## WHAT THE TASK ASKS
Quote the whole listing exactly. Leave the pictures out of your copy.

=-=-=

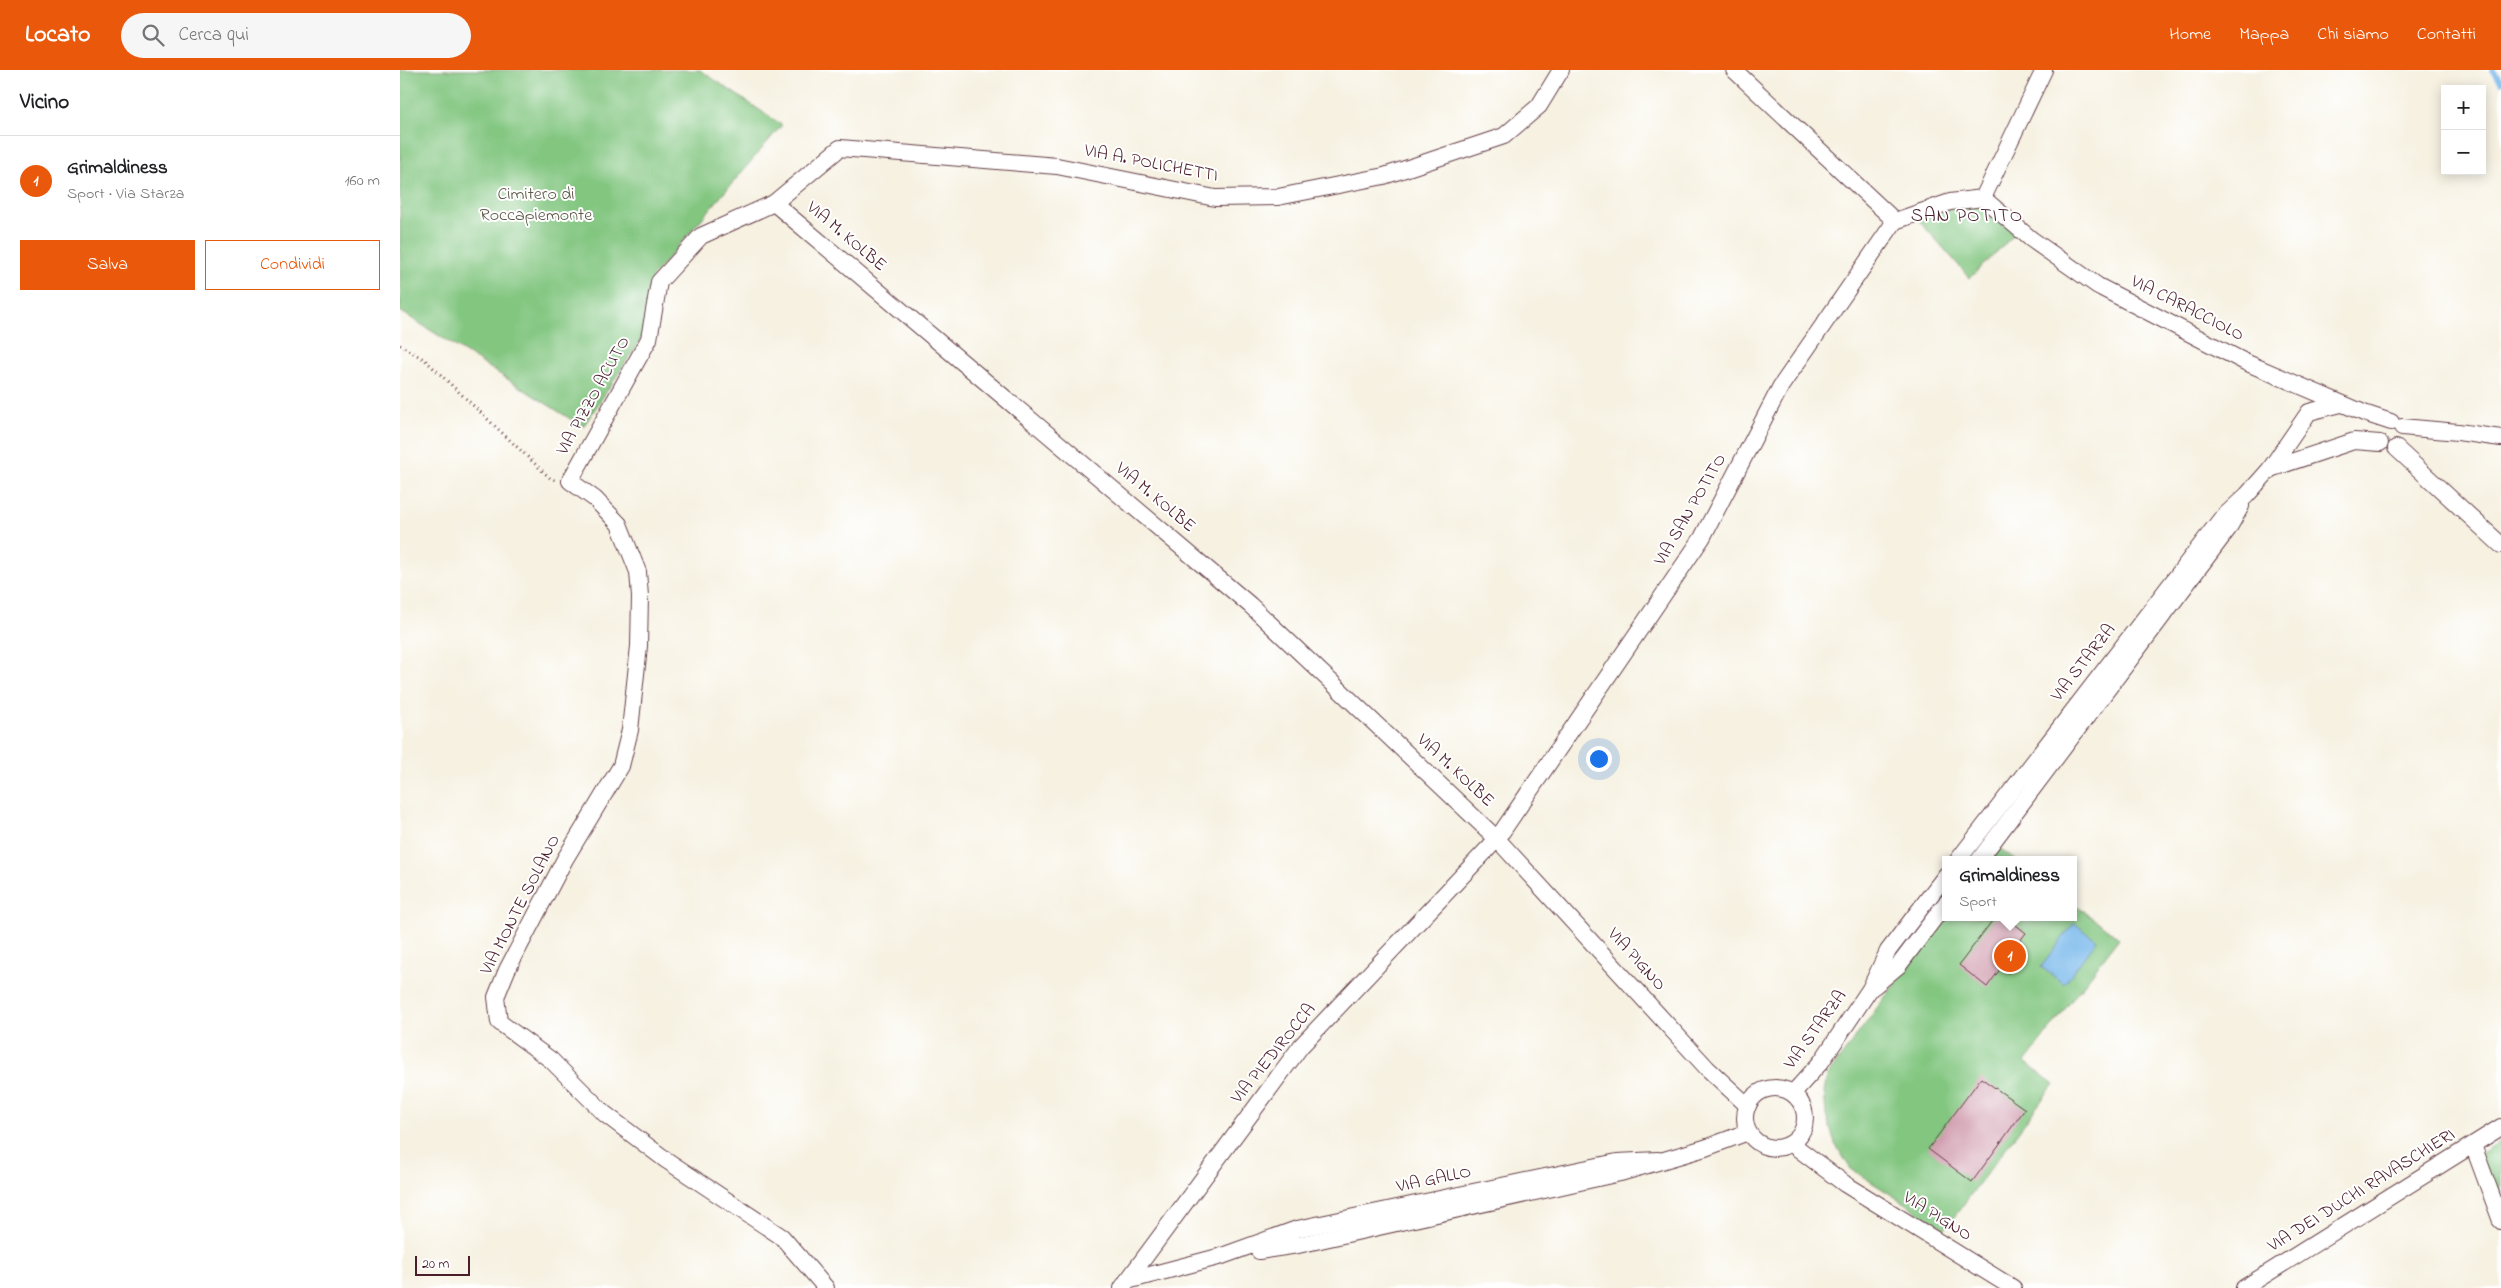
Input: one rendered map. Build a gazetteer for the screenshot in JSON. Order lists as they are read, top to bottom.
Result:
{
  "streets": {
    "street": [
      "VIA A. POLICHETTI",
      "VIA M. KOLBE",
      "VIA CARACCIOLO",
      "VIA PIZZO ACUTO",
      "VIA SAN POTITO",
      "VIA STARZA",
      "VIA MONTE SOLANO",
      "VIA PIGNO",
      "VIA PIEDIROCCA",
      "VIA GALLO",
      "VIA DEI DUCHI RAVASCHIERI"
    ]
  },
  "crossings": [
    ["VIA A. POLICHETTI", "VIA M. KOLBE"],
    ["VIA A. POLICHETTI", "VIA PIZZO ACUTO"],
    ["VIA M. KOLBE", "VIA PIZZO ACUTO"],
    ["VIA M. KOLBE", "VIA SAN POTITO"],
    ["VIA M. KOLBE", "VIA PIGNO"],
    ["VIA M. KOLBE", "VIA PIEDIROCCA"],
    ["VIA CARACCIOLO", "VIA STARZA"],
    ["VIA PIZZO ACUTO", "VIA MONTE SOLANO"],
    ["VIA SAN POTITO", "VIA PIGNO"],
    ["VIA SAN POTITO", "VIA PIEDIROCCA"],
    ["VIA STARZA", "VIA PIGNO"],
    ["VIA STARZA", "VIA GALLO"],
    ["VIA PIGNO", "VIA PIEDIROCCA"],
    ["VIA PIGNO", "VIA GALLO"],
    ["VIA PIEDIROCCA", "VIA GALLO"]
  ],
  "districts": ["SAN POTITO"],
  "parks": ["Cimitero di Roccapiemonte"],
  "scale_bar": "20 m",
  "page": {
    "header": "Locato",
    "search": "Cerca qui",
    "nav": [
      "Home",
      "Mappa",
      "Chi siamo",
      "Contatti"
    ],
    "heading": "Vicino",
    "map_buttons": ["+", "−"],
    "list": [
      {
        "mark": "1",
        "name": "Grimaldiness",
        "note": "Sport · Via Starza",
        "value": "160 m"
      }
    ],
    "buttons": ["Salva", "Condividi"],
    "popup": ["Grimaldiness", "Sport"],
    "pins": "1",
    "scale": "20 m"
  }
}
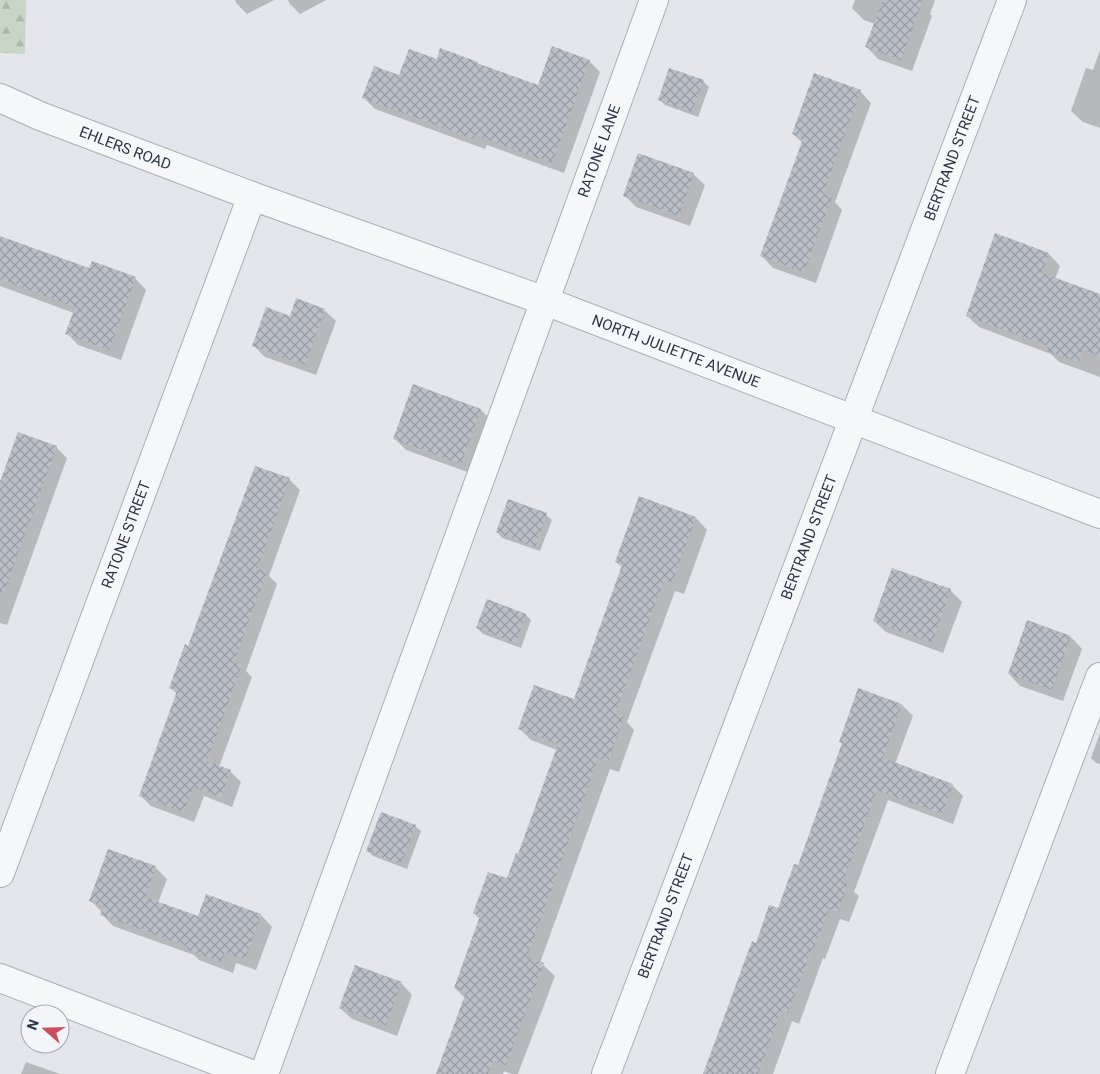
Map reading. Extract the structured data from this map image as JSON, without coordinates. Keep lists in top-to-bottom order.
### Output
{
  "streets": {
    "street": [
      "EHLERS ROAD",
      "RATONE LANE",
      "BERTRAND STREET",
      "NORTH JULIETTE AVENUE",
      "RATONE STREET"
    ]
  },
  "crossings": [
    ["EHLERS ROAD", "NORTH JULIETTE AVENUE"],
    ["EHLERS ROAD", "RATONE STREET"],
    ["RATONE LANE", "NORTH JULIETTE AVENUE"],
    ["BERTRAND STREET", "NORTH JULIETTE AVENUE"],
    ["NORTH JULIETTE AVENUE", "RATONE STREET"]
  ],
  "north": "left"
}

=-=-=

## EXERCISE RESPONSE
Input: one rendered map. Build a gazetteer for the screenshot in JSON. Order lists as they are read, top to bottom.
Result:
{
  "streets": {
    "street": [
      "VIA A. POLICHETTI",
      "VIA M. KOLBE",
      "VIA CARACCIOLO",
      "VIA PIZZO ACUTO",
      "VIA SAN POTITO",
      "VIA STARZA",
      "VIA MONTE SOLANO",
      "VIA PIGNO",
      "VIA PIEDIROCCA",
      "VIA GALLO",
      "VIA DEI DUCHI RAVASCHIERI"
    ]
  },
  "crossings": [
    ["VIA A. POLICHETTI", "VIA M. KOLBE"],
    ["VIA A. POLICHETTI", "VIA PIZZO ACUTO"],
    ["VIA M. KOLBE", "VIA PIZZO ACUTO"],
    ["VIA M. KOLBE", "VIA SAN POTITO"],
    ["VIA M. KOLBE", "VIA PIGNO"],
    ["VIA M. KOLBE", "VIA PIEDIROCCA"],
    ["VIA CARACCIOLO", "VIA STARZA"],
    ["VIA PIZZO ACUTO", "VIA MONTE SOLANO"],
    ["VIA SAN POTITO", "VIA PIGNO"],
    ["VIA SAN POTITO", "VIA PIEDIROCCA"],
    ["VIA STARZA", "VIA PIGNO"],
    ["VIA STARZA", "VIA GALLO"],
    ["VIA PIGNO", "VIA PIEDIROCCA"],
    ["VIA PIGNO", "VIA GALLO"],
    ["VIA PIEDIROCCA", "VIA GALLO"]
  ],
  "districts": ["SAN POTITO"],
  "parks": ["Cimitero di Roccapiemonte"],
  "scale_bar": "20 m",
  "page": {
    "header": "Locato",
    "search": "Cerca qui",
    "nav": [
      "Home",
      "Mappa",
      "Chi siamo",
      "Contatti"
    ],
    "heading": "Vicino",
    "map_buttons": ["+", "−"],
    "list": [
      {
        "mark": "1",
        "name": "Grimaldiness",
        "note": "Sport · Via Starza",
        "value": "160 m"
      }
    ],
    "buttons": ["Salva", "Condividi"],
    "popup": ["Grimaldiness", "Sport"],
    "pins": "1",
    "scale": "20 m"
  }
}
Map reading. Extract the structured data from this map image as JSON, without coordinates. Keep lists in top-to-bottom order.
### Output
{
  "streets": {
    "street": [
      "EHLERS ROAD",
      "RATONE LANE",
      "BERTRAND STREET",
      "NORTH JULIETTE AVENUE",
      "RATONE STREET"
    ]
  },
  "crossings": [
    ["EHLERS ROAD", "NORTH JULIETTE AVENUE"],
    ["EHLERS ROAD", "RATONE STREET"],
    ["RATONE LANE", "NORTH JULIETTE AVENUE"],
    ["BERTRAND STREET", "NORTH JULIETTE AVENUE"],
    ["NORTH JULIETTE AVENUE", "RATONE STREET"]
  ],
  "north": "left"
}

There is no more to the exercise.